On Monday, 30 November 2015 at 21:33:31 UTC, Andrei Alexandrescu
wrote:
Now that we got talking about searching in arrays, allow me to
also share an idea I've had a short while ago.
(Again, we're in the "I'd prefer to use an array if at all
possible" mindset. So let's see how we can help searching an
array with as little work as possible.)
One well-known search strategy is "Bring to front" (described
by Knuth in TAoCP). A BtF-organized linear data structure is
searched with the classic linear algorithm. The difference is
what happens after the search: whenever the search is
successful, the found element is brought to the front of the
structure. If we're looking most often for a handful of
elements, in time these will be near the front of the searched
structure.
For a linked list, bringing an element to the front is O(1)
(just rewire the pointers). For an array, things are not so
pleasant - rotating the found element to the front of the array
is O(n).
So let's see how we can implement a successful BtF for arrays.
The first idea is to just swap the found element with the first
element of the array. That's O(1) but has many disadvantages -
if you search e.g. for two elements, they'll compete for the
front of the array and they'll go back and forth without making
progress.
Another idea is to just swap the found element with the one
just before it. The logic is, each successful find will shift
the element closer to the front, in a bubble sort manner. In
time, the frequently searched elements will slowly creep toward
the front. The resulting performance is not appealing - you
need O(n) searches to bring a given element to the front, for a
total of O(n * n) steps spent in the n searches. Meh.
So let's improve on that: whenever an element is found in
position k, pick a random number i in the range 0, 1, 2, ..., k
inclusive. Then swap the array elements at indexes i and k.
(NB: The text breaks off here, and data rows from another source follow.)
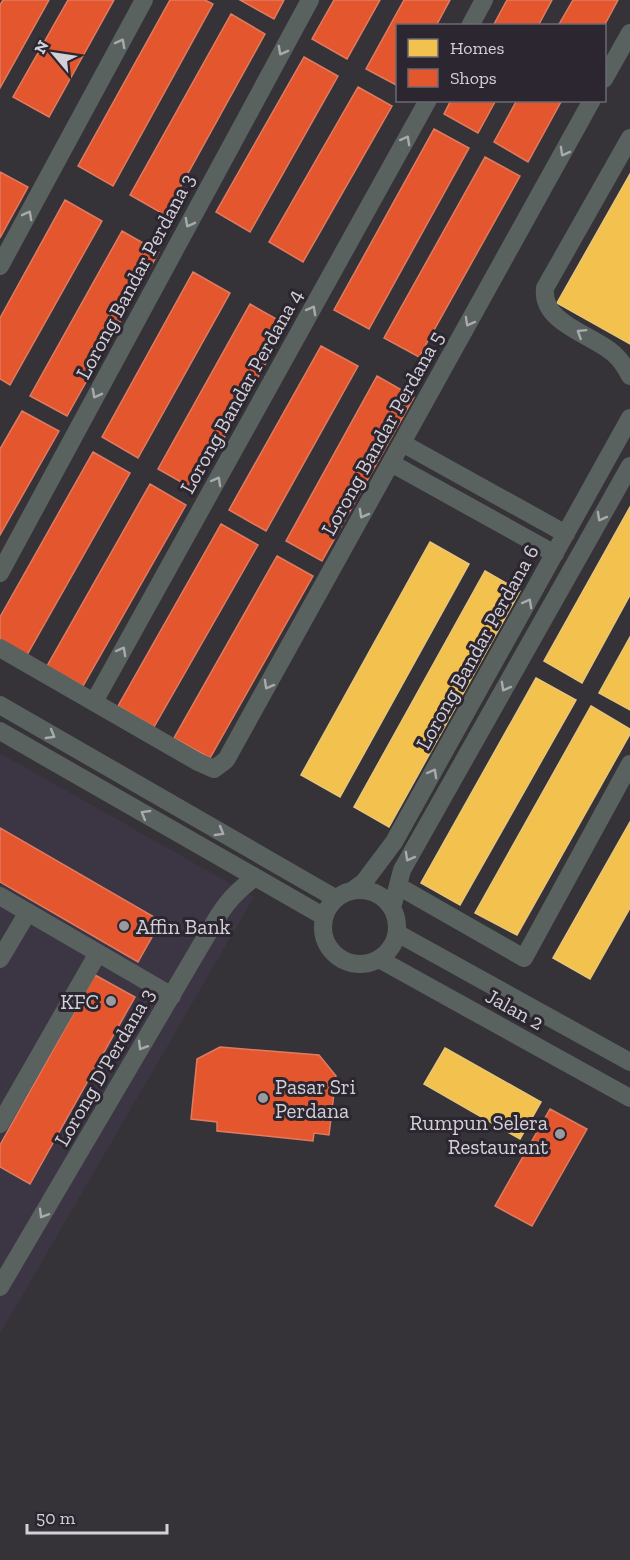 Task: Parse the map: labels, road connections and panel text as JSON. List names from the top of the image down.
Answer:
{
  "streets": {
    "street": [
      "Lorong Bandar Perdana 3",
      "Lorong Bandar Perdana 4",
      "Lorong Bandar Perdana 5",
      "Lorong Bandar Perdana 6",
      "Jalan 2",
      "Lorong D'Perdana 3"
    ]
  },
  "crossings": [
    ["Lorong Bandar Perdana 4", "Lorong Bandar Perdana 5"],
    ["Lorong Bandar Perdana 6", "Jalan 2"]
  ],
  "one_way": ["Lorong Bandar Perdana 4", "Lorong Bandar Perdana 5"],
  "places": [
    "Affin Bank",
    "KFC",
    "Pasar Sri Perdana",
    "Rumpun Selera Restaurant"
  ],
  "legend": ["Homes", "Shops"],
  "scale_bar": "50 m",
  "north": "top left"
}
This is the Randomized Slide to Front strategy.
With RStF, worst case search time remains O(n), as is the
unsuccessful search. However, frequently searched elements
migrate quickly to the front - it only takes O(log n) searches
to bring a given value at the front of the array.
Insertion and removal are both a sweet O(1), owing to the light
structuring: to insert just append the element (and perhaps
swap it in a random position of the array to prime searching
for it). Removal by position simply swaps the last element into
the position to be removed and then reduces the size of the
array.
So the RStF is suitable in all cases where BtF would be
recommended, but allows an array layout without considerable
penalty.
Related work: Theodoulos Garefalakis' Master's thesis "A Family
of Randomized Algorithms for List Accessing" describes Markov
Move to Front, which brings the searched element to front
according to a Markov chain schedule; and also Randomized Move
to Front, which decides whether a found element is brought to
front depending on a random choice. These approaches are
similar in that they both use randomization, but different
because neither has good complexity on array storage.
Andrei
What is the advantage compared to let's say a ringbuffer ? On
find you can put the element to the front, and swap the old
element with the new element ?
I guess randomizing would avoid hitting pathological cases too
often, but would converge more slowly ?